Suçu işleyenler (tacizciler) toplu taşıma mekan ve araçlarını hareketlerinin amacı konusunda belirsizlik yaratmak amacıyla kullanırlar.
Bianca Fileborn
Melbourne, Victoria’da toplu taşıma araçlarında cinsel saldırıya uğradığını bildiren kişi sayısında yaşanan %40 oranındaki artışın ardından Ellerini Çek (Hands Off) kampanyası başlatıldı. Victoria Polisi, Suç Önleyiciler (Crime Stoppers) ve Victoria Toplu Taşımacılık İdaresi’nin ortak girişimiyle düzenlenen kampanyada, iki hafta boyunca saldırıyı gerçekleştirdikleri öne sürülen kişilerin görüntüleri çevrimiçi paylaşılarak toplu taşıma kullanıcıları bu kişileri rapor etmeye teşvik edildi. Bu girişim, önceliği toplu taşımada cinsel suçları önlemek olan yeni bir polis birimiyle desteklendi.

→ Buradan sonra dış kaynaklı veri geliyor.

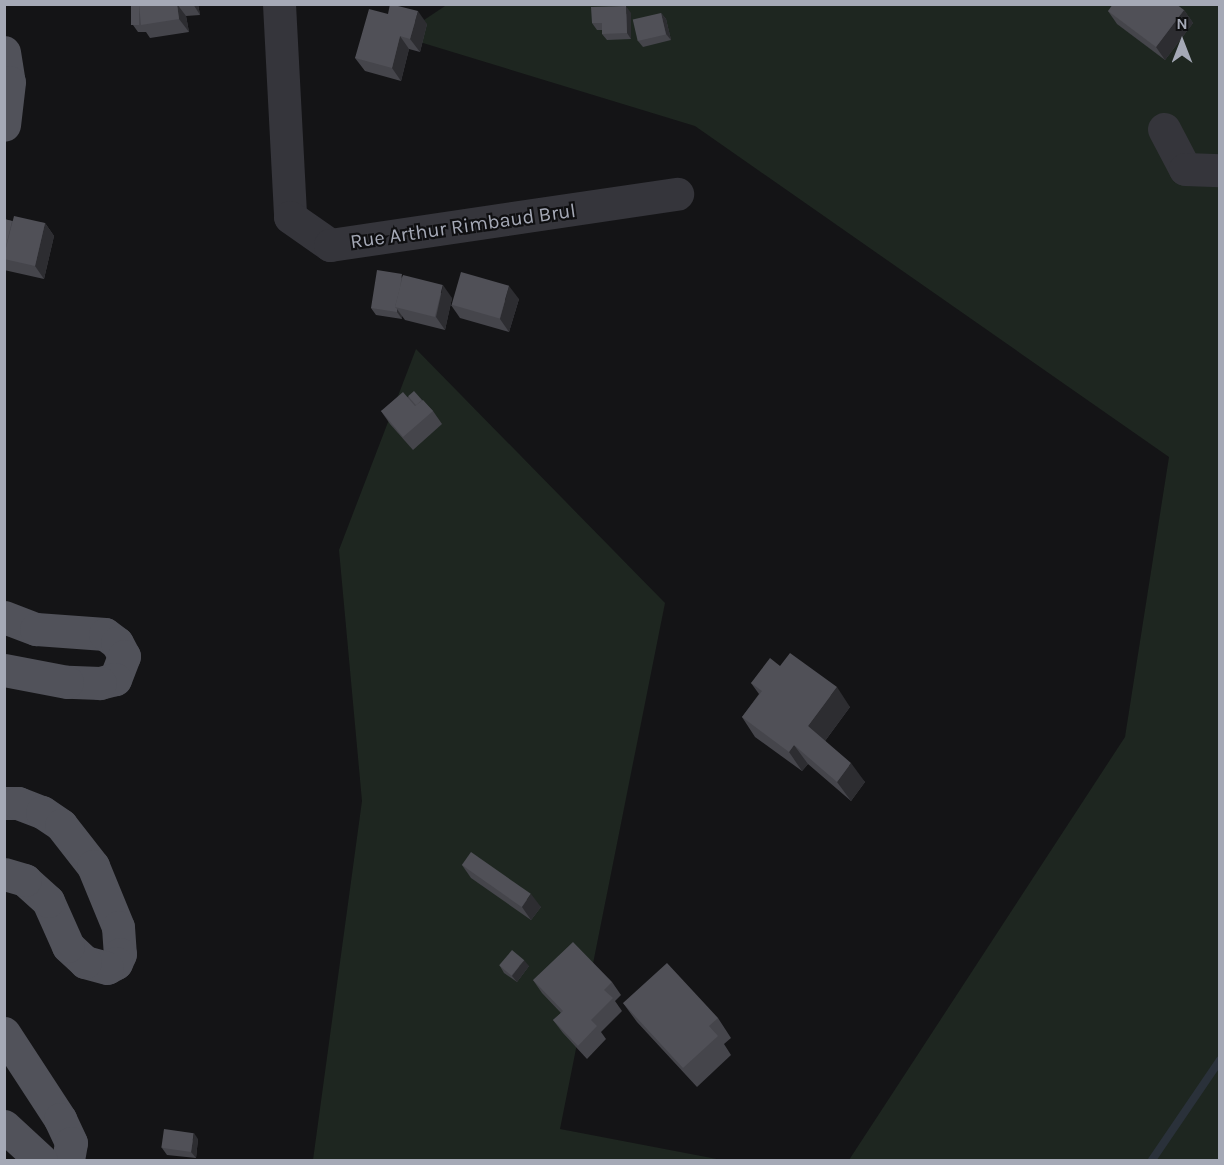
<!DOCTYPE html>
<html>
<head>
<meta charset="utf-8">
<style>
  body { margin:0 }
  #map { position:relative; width:1224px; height:1165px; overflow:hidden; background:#141416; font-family:Karla,sans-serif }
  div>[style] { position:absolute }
  .green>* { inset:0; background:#1e2620 }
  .stream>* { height:8px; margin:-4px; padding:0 4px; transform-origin:4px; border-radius:4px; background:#2a313a }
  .minor>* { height:33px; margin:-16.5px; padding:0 16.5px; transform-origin:16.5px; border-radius:16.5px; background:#35353b }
  .major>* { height:33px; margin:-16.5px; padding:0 16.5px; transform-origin:16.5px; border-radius:16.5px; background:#51525a }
  .wall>* { inset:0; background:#45454b }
  .shaded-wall>* { inset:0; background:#2d2d31 }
  .building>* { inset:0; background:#505057; transform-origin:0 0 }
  span { translate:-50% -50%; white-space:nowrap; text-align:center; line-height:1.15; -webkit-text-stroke:4.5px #0f0f11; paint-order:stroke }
  .street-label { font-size:20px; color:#a5a9b6 }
  .frame { position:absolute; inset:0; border:6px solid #a5a9b6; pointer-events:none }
  .north { position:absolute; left:1152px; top:12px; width:60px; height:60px; -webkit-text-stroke:4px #0f0f11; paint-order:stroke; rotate:0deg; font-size:16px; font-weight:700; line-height:24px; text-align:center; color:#a5a9b6 }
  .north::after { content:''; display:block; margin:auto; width:21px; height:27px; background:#a5a9b6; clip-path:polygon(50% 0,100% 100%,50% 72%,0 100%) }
</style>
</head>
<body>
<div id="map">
  <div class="green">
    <div style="clip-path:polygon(448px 4px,1219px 5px,1219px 1160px,849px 1160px,1125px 737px,1169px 457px,695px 126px,400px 36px)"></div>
    <div style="clip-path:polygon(416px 349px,665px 603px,560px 1129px,722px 1160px,313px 1160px,362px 801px,339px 550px)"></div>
  </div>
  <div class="stream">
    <div style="left:1152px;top:1160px;width:121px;rotate:-55.8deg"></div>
  </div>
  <div class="minor">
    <div style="left:279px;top:4px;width:213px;rotate:87deg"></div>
    <div style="left:290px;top:217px;width:49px;rotate:35deg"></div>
    <div style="left:330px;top:245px;width:351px;rotate:-8.4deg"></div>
    <div style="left:1164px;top:129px;width:45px;rotate:62.3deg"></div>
    <div style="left:1185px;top:169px;width:35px;rotate:2deg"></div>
  </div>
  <div class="major">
    <div style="left:4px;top:52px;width:30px;rotate:81deg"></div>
    <div style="left:9px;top:82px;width:43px;rotate:96.6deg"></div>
    <div style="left:4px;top:617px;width:34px;rotate:21deg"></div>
    <div style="left:36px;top:629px;width:69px;rotate:4.1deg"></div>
    <div style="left:105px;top:634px;width:15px;rotate:37deg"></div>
    <div style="left:117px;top:643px;width:15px;rotate:62deg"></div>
    <div style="left:124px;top:656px;width:25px;rotate:111deg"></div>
    <div style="left:115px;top:679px;width:16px;rotate:165deg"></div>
    <div style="left:100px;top:683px;width:33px;rotate:-178deg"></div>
    <div style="left:67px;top:682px;width:64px;rotate:-169.2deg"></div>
    <div style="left:4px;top:803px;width:14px"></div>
    <div style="left:18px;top:803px;width:26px;rotate:21deg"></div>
    <div style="left:42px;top:812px;width:23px;rotate:34deg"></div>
    <div style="left:61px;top:825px;width:52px;rotate:52deg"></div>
    <div style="left:93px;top:866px;width:66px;rotate:67.7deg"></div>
    <div style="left:118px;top:927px;width:27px;rotate:86deg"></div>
    <div style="left:120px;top:954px;width:10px;rotate:114deg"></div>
    <div style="left:116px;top:963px;width:10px;rotate:151deg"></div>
    <div style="left:107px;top:968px;width:23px;rotate:-165deg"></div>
    <div style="left:85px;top:962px;width:23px;rotate:-137deg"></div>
    <div style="left:68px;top:946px;width:49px;rotate:-114deg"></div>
    <div style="left:48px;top:901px;width:31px;rotate:-138deg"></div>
    <div style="left:25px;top:880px;width:22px;rotate:-164deg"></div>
    <div style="left:4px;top:1033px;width:103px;rotate:56.9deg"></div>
    <div style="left:60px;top:1119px;width:26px;rotate:65deg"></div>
    <div style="left:71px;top:1143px;width:17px;rotate:100deg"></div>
    <div style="left:4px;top:1126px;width:50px;rotate:42.6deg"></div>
  </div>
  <div class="wall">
    <div style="clip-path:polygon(131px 4px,198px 4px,200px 15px,186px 16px,189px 32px,150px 38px,146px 32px,138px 32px,133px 25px)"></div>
    <div style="clip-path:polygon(1184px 10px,1193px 23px,1165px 60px,1117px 24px,1108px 11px)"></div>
    <div style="clip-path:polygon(631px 13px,631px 39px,607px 40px,602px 34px,602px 30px,597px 30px,592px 23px)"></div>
    <div style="clip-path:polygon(661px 13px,666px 19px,671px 40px,643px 47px,638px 41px)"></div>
    <div style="clip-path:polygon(388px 14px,427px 24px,420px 52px,409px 49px,401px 81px,365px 71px,355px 58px)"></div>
    <div style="clip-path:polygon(4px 219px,12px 221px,45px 223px,54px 236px,44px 279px,4px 270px)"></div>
    <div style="clip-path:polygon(403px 276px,452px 298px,445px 330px,405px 320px,402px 316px,402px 319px,376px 315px,371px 308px)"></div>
    <div style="clip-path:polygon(519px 299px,509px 332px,460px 318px,451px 305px)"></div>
    <div style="clip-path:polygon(408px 397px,422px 400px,433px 411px,442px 424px,413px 450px,390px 424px,381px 411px)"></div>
    <div style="clip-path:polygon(780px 666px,850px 707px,825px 741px,865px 782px,851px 801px,808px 764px,802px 771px,755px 737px,742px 717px,759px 694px,751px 683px)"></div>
    <div style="clip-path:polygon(462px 865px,541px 907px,531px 920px,471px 878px)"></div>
    <div style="clip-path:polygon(500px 966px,529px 966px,517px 982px,504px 973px)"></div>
    <div style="clip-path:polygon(533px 980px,612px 982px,621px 995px,615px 1001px,622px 1011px,601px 1032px,606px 1039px,587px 1059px,563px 1033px,553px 1020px,561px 1013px,542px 993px)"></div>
    <div style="clip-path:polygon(623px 1003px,718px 1018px,731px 1038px,724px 1044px,731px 1055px,697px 1087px,637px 1022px)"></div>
    <div style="clip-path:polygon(198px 1139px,196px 1158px,167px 1155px,162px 1148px)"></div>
  </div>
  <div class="shaded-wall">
    <div style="clip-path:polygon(177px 4px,186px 16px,189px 32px,179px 19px)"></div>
    <div style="clip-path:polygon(193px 4px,198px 4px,200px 15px)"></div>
    <div style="clip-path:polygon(626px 6px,631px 13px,631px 39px,627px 33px)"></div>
    <div style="clip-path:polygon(1184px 10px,1193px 23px,1165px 60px,1156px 47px)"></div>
    <div style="clip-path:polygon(418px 11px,427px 24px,420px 52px,410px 39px)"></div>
    <div style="clip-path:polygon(661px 13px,666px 19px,671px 40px,666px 34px)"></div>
    <div style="clip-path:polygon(400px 36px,409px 49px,401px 81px,392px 68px)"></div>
    <div style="clip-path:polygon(45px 223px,54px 236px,44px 279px,35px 266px)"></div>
    <div style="clip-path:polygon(443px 285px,452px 298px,445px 330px,436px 317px)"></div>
    <div style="clip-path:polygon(509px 286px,519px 299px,509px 332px,500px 319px)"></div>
    <div style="clip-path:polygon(397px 309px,402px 316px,402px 319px,397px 312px)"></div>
    <div style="clip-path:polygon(837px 687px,850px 707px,822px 745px,808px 726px)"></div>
    <div style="clip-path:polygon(794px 745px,808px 764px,802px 771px,789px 752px)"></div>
    <div style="clip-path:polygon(851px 763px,865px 782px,851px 801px,837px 782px)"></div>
    <div style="clip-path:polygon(531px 894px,541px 907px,531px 920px,522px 907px)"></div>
    <div style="clip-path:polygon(524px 960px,529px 966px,517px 982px,512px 976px)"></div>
    <div style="clip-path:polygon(194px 1133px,198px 1139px,196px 1158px,191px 1152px)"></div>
  </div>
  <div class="building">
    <div style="left:131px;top:4px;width:8px;height:21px"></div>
    <div style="clip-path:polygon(139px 4px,177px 4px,179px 19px,141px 25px)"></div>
    <div style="clip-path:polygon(390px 4px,418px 11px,410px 39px,400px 36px,392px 68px,355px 58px,369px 9px,388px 14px)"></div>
    <div style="clip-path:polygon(1113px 4px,1176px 4px,1184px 10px,1156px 47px,1108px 11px)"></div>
    <div style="clip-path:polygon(626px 6px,627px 33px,602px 34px,602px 23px,592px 23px,591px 7px)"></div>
    <div style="left:661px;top:13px;width:22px;height:29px;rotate:77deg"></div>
    <div style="clip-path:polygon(14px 216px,45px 223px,35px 266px,4px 259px,4px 255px)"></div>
    <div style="clip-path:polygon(4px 219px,12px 221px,4px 255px)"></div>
    <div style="clip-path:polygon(377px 270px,402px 274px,400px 288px,395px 307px,397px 309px,397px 312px,371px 308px)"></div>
    <div style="left:461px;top:272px;width:50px;height:34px;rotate:16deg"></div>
    <div style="left:403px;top:275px;width:41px;height:33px;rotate:14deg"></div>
    <div style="left:414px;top:391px;width:12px;height:8px;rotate:48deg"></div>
    <div style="clip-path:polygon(403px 392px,415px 406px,423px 400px,433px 411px,403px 437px,381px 411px)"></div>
    <div style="clip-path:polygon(790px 653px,837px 687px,808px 726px,851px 763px,837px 782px,794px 745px,789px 752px,742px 717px,762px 691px,751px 683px,770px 658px,780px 666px)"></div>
    <div style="left:471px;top:852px;width:73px;height:16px;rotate:35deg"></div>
    <div style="clip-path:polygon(573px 942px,612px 982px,604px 990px,613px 998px,591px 1020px,597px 1026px,578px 1046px,553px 1020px,563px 1011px,533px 980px)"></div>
    <div style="left:512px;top:950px;width:16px;height:20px;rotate:40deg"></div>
    <div style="clip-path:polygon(667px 963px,718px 1018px,709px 1026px,718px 1036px,683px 1068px,623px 1003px)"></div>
    <div style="left:164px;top:1129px;width:30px;height:19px;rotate:8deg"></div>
  </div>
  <div class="street-label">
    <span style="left:463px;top:226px;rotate:-8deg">Rue Arthur Rimbaud Brul</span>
  </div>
  <div class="frame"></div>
  <div class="north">N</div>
</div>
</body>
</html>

Ellerini Çek kampanyası Harvey Weinstein olayını takiben, kadınların cinsel taciz ve saldırı deneyimleri hakkındaki tartışmaların doruk noktasına ulaştığı ve devamında başlatılan #MeToo (#bende) sosyal medya kampanyasıyla aynı tarihlerde gerçekleşti. Bir dönüm noktasına gelip gelmediğimiz konusundaki hararetli tartışmaların ışığında, Ellerini Çek kampanyası muhtemelen doğru yönde atılmış bir adımdı. Kampanya, üstü kapalı olarak kadınların kamusal alanda uğradıkları cinsel taciz ve saldırıları cezai adalet gerektiren ciddi suçlar olarak görmekteydi.
Ellerini Çek Melbourne kampanyası bir bakıma Londra ve New York şehirlerindeki kampanyalardan esinlenmişti. Her iki şehir de yıllar önce kampanyalar başlatarak, toplu taşımada yaşanan cinsel taciz ve saldırı vakalarını portallarında paylaşarak görünür kılmışlardı.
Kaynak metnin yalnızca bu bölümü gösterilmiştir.